Time Series Homework: Chapter 1 Lesson 3

Eduardo Ramirez

Data

# Macroeconomic Data: unemployment rate
unemp_rate <- rio::import("https://byuistats.github.io/timeseries/data/unemp_rate.csv")

Questions

Question 1 - Estimating the Trend: Centered Moving Average (10 points)

Please plot the US Unemployment time series and superimpose the centered moving average series \(\hat{m}_{t}\) in the same graph. Don’t use an R command; rather, do it by coding \(\hat{m}_{t}\) like in Chapter 1: Lesson 3. Use the appropriate axis labels, units, and captions.

Answer

# Load packages
pacman::p_load("tsibble", "fable", "feasts", "tidyverse", "lubridate", "rio")


# Create a tsibble where the index variable is the year/month
unemp_rate_tsibble <- unemp_rate %>%
  mutate(date = ymd(date)) %>%
  as_tsibble(index = date)

# Calculate the Centred Moving Average (CMA)
unemp_rate_tsibble <- unemp_rate_tsibble %>%
  mutate(
    # Creating a new column 'm_hat', representing the centered moving average (CMA)
    m_hat = (
      # Math: (1/2) * x_{t-6}
      # Explanation: Fetches the value 6 time periods back and applies half-weight to it (beginning of the window)
      (1/2) * lag(value, 6) + 
      
      # Math: x_{t-5}
      # Explanation: Fetches the value 5 time periods back with full weight
      lag(value, 5) + 
      
      # Math: x_{t-4}
      lag(value, 4) + 
      
      # Math: x_{t-3}
      lag(value, 3) + 
      
      # Math: x_{t-2}
      lag(value, 2) + 
      
      # Math: x_{t-1}
      # Explanation: Fetches the value 1 time period back with full weight
      lag(value, 1) + 
      
      # Math: x_{t}
      # Explanation: Includes the value at the current time period
      value + 
      
      # Math: x_{t+1}
      # Explanation: Fetches the value 1 time period forward with full weight
      lead(value, 1) + 
      
      # Math: x_{t+2}
      lead(value, 2) + 
      
      # Math: x_{t+3}
      lead(value, 3) + 
      
      # Math: x_{t+4}
      lead(value, 4) + 
      
      # Math: x_{t+5}
      # Explanation: Fetches the value 5 time periods forward with full weight
      lead(value, 5) + 
      
      # Math: (1/2) * x_{t+6}
      # Explanation: Fetches the value 6 time periods forward and applies half-weight to it (end of the window)
      (1/2) * lead(value, 6)
      
    ) / 12  # Math: 1/12
            # Explanation: Divides the sum by 12 to compute the average over 12 time periods
  )


# Plot the CMA (centred moving average) and original data
plain_plot <- autoplot(unemp_rate_tsibble, .vars = m_hat) +
  labs(
    x = "Date",
    y = "Unemployment Rate (%)",
    title = "Centred Moving Average (CMA) of Unemployment Rate"
  ) +
  scale_y_continuous(limits = c(min(unemp_rate_tsibble$m_hat, na.rm = TRUE), max(unemp_rate_tsibble$m_hat, na.rm = TRUE))) +
  theme(plot.title = element_text(hjust = 0.5))
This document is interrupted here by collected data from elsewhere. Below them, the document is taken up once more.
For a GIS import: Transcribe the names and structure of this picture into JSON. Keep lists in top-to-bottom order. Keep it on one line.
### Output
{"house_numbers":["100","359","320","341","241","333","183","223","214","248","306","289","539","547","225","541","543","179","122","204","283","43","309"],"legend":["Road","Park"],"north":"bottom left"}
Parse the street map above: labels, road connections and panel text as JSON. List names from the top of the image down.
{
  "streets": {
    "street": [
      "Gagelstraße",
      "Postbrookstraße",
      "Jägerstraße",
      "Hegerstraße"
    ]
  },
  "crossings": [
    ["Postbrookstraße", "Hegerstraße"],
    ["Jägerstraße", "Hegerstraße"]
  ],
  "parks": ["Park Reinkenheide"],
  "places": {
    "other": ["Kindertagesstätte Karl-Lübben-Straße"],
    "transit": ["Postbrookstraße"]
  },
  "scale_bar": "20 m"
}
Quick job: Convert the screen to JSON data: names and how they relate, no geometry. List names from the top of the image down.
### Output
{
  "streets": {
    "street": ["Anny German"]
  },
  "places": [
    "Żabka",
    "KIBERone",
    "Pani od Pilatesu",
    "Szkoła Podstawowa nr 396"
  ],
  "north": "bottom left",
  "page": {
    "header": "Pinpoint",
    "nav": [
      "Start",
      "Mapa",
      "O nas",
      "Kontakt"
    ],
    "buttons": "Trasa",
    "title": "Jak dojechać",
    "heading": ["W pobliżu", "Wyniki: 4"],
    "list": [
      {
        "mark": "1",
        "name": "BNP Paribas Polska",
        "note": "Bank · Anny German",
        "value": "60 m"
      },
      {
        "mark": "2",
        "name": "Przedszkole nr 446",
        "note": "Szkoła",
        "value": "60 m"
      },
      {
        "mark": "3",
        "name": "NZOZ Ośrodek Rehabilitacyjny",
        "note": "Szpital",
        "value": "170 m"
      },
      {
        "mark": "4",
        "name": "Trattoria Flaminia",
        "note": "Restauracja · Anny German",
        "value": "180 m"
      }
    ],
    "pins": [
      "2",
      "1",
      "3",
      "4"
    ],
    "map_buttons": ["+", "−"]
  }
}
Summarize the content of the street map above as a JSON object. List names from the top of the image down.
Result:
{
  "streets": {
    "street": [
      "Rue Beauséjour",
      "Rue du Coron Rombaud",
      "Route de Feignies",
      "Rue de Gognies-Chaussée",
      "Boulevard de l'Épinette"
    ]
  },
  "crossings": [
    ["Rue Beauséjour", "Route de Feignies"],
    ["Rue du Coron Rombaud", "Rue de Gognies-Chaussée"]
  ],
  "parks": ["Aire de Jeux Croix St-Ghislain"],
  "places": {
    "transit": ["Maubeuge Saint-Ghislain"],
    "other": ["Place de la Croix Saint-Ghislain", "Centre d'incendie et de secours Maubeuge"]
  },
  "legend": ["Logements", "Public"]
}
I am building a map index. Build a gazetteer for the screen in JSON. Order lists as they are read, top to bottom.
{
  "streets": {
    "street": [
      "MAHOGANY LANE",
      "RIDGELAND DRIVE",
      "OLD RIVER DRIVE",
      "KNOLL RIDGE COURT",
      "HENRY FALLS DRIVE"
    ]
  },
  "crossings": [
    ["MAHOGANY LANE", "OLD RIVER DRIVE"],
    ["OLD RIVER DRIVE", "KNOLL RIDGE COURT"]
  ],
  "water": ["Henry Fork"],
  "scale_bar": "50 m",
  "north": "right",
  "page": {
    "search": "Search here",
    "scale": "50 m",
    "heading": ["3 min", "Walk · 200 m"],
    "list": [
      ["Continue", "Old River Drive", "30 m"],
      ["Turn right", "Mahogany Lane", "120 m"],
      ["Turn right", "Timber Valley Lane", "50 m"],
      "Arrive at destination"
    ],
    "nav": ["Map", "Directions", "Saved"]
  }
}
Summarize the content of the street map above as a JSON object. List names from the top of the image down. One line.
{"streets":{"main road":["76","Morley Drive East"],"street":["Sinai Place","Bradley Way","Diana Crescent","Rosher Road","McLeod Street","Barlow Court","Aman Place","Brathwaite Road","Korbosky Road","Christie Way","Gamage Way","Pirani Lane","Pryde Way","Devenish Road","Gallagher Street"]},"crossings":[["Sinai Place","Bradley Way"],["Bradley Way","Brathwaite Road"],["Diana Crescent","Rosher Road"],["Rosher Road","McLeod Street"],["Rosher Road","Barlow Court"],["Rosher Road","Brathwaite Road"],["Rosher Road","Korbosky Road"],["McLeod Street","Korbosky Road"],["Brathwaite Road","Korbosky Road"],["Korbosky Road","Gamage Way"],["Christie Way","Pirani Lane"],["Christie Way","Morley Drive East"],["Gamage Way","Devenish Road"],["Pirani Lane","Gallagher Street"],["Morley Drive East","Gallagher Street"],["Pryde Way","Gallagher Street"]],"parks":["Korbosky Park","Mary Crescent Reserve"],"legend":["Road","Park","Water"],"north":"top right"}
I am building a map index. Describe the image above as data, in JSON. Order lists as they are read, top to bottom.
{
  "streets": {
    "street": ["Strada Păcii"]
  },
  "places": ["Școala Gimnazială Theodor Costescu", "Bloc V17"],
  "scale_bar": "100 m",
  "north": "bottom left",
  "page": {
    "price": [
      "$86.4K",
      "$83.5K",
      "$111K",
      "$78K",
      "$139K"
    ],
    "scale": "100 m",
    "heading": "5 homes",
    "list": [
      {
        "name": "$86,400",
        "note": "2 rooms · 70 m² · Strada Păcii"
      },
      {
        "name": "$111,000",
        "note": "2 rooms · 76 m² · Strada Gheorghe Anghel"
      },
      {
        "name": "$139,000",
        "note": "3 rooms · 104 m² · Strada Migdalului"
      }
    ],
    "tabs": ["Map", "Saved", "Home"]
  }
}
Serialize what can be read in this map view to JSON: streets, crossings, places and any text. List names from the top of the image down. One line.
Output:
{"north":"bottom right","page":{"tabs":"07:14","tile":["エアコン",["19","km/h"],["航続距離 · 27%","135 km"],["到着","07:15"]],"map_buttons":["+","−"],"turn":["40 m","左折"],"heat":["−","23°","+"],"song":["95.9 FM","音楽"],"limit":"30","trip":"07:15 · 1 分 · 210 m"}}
# Plot the original unemployment data with CMA overlay
fancy_plot <- autoplot(unemp_rate_tsibble, .vars = value) +
  labs(
    x = "Date",
    y = "Unemployment Rate (%)",
    title = "Monthly US Unemployment Rate with CMA"
  ) +
  geom_line(aes(x = date, y = m_hat), color = "#D55E00") +
  theme(plot.title = element_text(hjust = 0.5))

# Combine the two plots
plain_plot

Warning: Removed 12 rows containing missing values or values outside the scale range
(`geom_line()`).

fancy_plot

Warning: Removed 12 rows containing missing values or values outside the scale range
(`geom_line()`).

Question 2 - Seasonal Averages: Side-by-Side Box Plots by Month (10 points)

Please create a box plot to illustrate the monthly averages in the US Unemployment time series. Use the appropriate axis labels, units, and captions.

Answer

# Please provide your code here
# Box plot of monthly averages in the US Unemployment time series

# Prepare Data: Converts the date column to month names and categorizes them as factors.
unemp_rate_tsibble <- unemp_rate_tsibble %>%
  mutate(month = factor(format(date, "%m"), labels = month.name))

# Create Boxplot: Initializes a boxplot with months on the x-axis and unemployment rates on the y-axis, excluding individual data points.
# Adjust Layout: Adds a title and labels to the plot for clarity and presentation.
p <- plot_ly(unemp_rate_tsibble, x = ~month, y = ~value, type = 'box', boxpoints = FALSE) %>%
  layout(
    title = "Boxplots of US Unemployment Rate by Month",
    xaxis = list(title = "Month"),
    yaxis = list(title = "Unemployment Rate (%)")
  )

p

Question 3 - Seasonal Averages: Analysis (20 points)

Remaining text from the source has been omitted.